## EXERCISE PROMPT
Filter the records for lines holding the string "Transcribe".

## DATA EXTRACTS
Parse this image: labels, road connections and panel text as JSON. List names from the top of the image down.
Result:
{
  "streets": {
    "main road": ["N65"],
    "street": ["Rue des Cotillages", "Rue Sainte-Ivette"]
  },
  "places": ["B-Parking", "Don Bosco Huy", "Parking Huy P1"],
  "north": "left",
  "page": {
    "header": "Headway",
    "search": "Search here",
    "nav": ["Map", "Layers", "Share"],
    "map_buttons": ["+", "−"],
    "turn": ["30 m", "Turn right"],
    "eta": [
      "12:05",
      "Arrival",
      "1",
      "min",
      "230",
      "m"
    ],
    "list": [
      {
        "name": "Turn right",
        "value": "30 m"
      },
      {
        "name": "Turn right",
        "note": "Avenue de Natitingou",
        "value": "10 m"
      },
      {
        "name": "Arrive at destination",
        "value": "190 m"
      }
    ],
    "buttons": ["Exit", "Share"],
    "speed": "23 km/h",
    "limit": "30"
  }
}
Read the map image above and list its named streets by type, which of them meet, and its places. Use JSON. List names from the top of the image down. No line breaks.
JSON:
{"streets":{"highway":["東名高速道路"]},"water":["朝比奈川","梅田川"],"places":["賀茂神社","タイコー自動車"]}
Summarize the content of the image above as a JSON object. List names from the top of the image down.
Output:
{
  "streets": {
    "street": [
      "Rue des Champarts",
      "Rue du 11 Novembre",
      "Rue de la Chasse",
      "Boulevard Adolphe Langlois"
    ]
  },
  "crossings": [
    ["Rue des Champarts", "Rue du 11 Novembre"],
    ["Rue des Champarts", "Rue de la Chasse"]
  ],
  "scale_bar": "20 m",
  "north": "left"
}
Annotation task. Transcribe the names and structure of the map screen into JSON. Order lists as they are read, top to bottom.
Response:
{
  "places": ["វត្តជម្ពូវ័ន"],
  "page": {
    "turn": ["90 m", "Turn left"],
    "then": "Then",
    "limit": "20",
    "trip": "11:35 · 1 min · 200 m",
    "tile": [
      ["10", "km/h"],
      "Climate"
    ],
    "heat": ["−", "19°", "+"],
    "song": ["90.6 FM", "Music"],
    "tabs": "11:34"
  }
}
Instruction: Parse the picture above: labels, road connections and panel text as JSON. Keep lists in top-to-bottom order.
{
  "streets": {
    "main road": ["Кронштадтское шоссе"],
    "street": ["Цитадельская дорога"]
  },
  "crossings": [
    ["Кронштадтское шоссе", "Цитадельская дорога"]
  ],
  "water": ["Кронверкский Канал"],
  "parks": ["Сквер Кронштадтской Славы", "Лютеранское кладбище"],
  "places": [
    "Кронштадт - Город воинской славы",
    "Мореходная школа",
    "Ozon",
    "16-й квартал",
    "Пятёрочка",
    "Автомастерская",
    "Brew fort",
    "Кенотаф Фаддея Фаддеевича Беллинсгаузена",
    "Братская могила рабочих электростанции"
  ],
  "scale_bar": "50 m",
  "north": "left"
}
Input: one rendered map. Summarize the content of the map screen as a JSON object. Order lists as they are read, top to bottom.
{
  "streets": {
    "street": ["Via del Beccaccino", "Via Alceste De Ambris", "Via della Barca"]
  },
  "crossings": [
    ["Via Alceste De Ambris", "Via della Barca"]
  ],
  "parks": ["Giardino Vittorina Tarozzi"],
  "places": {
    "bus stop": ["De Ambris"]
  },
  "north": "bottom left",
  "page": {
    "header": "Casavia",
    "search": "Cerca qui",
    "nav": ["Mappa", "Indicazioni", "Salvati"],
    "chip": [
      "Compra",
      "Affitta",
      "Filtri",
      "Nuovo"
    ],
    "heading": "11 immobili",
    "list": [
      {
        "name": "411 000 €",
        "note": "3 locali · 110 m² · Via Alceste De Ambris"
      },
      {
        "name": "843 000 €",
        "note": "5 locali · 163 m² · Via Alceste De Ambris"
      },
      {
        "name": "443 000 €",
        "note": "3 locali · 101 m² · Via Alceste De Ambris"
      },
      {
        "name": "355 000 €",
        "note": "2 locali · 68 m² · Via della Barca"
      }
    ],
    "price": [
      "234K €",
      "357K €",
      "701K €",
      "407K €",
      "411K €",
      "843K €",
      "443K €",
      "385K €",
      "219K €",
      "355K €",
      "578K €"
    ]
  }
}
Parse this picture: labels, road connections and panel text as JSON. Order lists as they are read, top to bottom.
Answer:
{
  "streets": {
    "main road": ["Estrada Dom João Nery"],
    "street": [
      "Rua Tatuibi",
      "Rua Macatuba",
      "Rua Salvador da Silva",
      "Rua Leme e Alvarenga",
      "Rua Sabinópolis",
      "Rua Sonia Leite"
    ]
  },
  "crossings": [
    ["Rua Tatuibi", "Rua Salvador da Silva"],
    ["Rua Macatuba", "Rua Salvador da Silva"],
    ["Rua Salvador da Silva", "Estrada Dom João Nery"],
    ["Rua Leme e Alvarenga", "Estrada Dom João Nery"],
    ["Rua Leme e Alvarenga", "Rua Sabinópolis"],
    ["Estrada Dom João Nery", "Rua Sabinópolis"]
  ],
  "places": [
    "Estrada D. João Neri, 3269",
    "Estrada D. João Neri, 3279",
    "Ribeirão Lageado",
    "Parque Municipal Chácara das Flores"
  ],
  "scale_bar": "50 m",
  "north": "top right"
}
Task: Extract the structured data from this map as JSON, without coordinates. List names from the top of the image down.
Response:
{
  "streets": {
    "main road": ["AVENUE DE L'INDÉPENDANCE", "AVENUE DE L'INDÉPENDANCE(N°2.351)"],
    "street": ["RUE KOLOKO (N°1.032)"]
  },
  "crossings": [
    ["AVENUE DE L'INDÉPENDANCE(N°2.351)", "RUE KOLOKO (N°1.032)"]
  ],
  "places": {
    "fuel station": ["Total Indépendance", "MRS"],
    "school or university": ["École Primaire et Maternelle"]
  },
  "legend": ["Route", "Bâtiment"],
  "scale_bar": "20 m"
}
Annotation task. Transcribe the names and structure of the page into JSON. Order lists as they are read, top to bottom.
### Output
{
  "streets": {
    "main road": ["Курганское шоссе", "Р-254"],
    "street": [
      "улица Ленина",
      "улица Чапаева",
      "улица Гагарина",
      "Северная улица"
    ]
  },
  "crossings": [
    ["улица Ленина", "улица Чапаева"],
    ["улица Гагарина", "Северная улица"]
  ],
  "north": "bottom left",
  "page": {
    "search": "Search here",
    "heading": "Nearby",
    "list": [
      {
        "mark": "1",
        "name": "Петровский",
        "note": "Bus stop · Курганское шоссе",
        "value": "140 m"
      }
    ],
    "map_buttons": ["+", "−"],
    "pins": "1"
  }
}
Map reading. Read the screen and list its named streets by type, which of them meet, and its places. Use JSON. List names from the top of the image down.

## RESPONSE AREA
Annotation task. Transcribe the names and structure of the map screen into JSON. Order lists as they are read, top to bottom.
Annotation task. Transcribe the names and structure of the page into JSON. Order lists as they are read, top to bottom.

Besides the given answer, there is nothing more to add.